[Task item]:
In how many lines of the listing below does the word "service" occur? Say only the number.
_ _ _
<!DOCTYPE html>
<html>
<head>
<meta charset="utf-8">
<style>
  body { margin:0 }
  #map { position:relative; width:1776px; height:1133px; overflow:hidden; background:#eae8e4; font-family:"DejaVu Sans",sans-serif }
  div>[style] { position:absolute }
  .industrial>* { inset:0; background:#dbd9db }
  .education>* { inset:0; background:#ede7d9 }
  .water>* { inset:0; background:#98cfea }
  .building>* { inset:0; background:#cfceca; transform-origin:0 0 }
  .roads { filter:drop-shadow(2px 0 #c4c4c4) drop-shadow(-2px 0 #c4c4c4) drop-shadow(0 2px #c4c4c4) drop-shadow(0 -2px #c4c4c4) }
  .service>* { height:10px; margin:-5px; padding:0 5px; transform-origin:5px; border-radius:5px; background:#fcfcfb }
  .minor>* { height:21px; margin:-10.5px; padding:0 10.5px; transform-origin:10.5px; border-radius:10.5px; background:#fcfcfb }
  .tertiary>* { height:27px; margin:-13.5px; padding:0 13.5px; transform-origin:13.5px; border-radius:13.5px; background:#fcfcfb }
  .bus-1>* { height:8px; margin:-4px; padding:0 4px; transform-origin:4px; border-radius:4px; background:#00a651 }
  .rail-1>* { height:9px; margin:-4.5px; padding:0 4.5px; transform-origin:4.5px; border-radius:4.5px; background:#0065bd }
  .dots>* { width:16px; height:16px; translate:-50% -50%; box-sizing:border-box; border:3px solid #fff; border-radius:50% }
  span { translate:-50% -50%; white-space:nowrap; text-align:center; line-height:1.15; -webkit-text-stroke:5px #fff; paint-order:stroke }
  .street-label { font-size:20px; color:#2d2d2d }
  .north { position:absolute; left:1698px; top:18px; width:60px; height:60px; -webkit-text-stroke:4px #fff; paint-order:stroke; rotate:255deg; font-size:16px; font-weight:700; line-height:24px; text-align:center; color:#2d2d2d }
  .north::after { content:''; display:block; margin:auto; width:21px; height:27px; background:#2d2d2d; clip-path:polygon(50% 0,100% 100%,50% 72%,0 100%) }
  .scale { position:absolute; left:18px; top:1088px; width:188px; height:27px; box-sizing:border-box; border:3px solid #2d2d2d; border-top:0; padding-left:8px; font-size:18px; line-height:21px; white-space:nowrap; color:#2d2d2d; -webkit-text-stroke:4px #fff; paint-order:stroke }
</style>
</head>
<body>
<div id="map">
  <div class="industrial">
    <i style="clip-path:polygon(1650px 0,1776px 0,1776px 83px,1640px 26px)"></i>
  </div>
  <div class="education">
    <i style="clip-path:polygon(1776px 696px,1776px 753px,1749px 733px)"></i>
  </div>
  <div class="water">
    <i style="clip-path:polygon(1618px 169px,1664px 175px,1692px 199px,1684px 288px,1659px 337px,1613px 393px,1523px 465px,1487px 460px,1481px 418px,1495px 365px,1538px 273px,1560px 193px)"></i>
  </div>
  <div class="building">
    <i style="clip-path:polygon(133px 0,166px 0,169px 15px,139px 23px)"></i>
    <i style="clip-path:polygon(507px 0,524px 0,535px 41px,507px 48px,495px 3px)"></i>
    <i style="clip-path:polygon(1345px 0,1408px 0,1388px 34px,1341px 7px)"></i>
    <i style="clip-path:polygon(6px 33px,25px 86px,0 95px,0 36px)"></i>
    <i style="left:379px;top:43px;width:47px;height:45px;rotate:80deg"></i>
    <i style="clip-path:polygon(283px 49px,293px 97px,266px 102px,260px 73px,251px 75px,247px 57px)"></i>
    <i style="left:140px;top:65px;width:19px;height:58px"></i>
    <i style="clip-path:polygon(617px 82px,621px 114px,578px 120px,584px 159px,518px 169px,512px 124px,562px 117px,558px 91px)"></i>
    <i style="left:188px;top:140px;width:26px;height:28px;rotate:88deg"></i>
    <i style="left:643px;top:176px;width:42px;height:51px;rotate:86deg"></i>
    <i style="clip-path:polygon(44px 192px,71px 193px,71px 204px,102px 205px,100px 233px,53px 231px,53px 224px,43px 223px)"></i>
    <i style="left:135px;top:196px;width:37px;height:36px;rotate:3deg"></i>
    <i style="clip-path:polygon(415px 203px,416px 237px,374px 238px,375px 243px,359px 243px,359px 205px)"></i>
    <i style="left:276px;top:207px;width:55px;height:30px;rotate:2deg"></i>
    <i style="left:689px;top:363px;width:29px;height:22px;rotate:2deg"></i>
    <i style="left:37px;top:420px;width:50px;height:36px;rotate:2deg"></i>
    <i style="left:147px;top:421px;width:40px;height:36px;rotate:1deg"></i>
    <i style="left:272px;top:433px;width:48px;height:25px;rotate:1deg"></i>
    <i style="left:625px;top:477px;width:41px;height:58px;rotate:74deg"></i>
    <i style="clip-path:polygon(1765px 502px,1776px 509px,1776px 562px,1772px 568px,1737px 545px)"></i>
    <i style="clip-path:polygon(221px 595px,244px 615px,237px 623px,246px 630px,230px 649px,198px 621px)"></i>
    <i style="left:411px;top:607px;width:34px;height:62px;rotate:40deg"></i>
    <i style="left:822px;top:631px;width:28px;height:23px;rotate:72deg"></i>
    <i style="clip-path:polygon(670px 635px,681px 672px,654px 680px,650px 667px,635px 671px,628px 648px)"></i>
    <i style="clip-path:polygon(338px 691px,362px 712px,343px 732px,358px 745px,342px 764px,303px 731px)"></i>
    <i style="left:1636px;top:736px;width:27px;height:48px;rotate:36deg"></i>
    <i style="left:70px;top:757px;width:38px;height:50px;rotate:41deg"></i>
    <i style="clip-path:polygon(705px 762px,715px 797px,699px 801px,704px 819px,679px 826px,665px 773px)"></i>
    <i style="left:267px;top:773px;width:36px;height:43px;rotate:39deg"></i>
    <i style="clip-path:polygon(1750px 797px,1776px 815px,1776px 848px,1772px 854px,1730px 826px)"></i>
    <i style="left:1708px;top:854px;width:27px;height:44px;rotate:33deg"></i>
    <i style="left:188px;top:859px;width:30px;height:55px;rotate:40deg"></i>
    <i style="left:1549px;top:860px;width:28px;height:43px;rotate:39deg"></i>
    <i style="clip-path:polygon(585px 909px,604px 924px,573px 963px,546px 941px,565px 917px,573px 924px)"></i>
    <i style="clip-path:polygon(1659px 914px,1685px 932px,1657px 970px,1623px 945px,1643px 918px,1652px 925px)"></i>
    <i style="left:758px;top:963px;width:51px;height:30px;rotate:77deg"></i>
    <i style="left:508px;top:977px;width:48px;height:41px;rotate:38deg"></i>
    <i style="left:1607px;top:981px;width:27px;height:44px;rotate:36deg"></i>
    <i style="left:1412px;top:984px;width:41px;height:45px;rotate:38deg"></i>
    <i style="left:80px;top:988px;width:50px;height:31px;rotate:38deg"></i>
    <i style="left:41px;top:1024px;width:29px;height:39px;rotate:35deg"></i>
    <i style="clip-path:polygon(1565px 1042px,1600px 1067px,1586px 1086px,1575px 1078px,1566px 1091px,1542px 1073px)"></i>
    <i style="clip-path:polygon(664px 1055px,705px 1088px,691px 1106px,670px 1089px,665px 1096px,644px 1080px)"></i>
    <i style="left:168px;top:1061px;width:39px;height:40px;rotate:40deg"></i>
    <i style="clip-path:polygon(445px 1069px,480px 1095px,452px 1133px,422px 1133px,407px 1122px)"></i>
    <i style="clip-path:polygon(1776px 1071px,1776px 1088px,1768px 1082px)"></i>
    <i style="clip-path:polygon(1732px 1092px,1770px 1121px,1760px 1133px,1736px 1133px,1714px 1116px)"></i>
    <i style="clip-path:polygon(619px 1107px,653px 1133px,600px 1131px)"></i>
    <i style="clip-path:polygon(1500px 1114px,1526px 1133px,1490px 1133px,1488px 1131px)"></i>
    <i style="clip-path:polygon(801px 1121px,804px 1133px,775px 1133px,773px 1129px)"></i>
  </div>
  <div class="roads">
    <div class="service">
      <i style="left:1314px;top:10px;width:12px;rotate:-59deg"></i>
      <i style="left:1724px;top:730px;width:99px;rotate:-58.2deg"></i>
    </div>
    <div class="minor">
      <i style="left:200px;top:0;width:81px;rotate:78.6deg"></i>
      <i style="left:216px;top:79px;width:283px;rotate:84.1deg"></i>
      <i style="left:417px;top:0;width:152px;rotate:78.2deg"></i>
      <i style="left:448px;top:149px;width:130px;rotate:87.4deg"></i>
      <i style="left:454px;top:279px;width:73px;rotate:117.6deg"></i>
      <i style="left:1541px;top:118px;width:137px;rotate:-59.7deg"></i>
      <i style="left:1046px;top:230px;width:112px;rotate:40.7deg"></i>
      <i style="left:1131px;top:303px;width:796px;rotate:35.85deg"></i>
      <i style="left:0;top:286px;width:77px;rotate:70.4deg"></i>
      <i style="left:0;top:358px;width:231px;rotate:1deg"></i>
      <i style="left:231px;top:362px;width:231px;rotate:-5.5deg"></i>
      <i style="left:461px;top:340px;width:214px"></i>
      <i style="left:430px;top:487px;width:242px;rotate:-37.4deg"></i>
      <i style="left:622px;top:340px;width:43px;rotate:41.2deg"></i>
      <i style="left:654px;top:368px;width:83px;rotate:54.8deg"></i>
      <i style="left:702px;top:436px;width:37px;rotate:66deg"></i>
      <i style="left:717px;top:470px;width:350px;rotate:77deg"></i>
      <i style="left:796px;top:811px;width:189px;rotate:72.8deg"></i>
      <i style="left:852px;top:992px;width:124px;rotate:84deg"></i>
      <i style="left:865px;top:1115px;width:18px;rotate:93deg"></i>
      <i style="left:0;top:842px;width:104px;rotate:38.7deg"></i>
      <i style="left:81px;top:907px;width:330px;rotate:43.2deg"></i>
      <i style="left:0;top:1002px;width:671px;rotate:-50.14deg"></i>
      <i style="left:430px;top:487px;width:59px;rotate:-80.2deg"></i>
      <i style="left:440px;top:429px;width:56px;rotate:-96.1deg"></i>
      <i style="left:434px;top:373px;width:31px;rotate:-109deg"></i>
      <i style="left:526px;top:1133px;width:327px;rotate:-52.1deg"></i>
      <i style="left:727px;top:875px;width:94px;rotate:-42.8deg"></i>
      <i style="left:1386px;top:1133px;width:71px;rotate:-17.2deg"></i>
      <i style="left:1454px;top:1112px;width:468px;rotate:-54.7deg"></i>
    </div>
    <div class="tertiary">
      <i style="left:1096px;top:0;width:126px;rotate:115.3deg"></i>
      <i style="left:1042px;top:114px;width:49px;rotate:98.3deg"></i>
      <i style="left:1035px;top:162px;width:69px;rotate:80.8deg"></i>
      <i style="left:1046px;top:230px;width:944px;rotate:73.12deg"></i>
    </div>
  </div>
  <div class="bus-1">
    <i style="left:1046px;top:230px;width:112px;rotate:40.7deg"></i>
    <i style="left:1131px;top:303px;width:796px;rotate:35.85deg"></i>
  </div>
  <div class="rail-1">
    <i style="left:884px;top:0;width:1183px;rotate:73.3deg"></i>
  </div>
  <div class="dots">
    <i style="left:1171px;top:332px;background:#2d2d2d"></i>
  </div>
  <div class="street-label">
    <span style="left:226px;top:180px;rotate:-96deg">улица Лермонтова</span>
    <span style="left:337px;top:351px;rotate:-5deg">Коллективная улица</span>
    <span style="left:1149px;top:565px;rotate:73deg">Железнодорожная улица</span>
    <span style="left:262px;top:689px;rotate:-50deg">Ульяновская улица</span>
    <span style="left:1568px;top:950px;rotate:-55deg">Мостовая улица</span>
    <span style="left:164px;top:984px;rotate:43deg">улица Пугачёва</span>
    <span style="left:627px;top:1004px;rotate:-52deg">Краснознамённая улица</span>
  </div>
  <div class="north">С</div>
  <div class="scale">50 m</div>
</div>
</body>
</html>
_ _ _
[Output for this task]:
2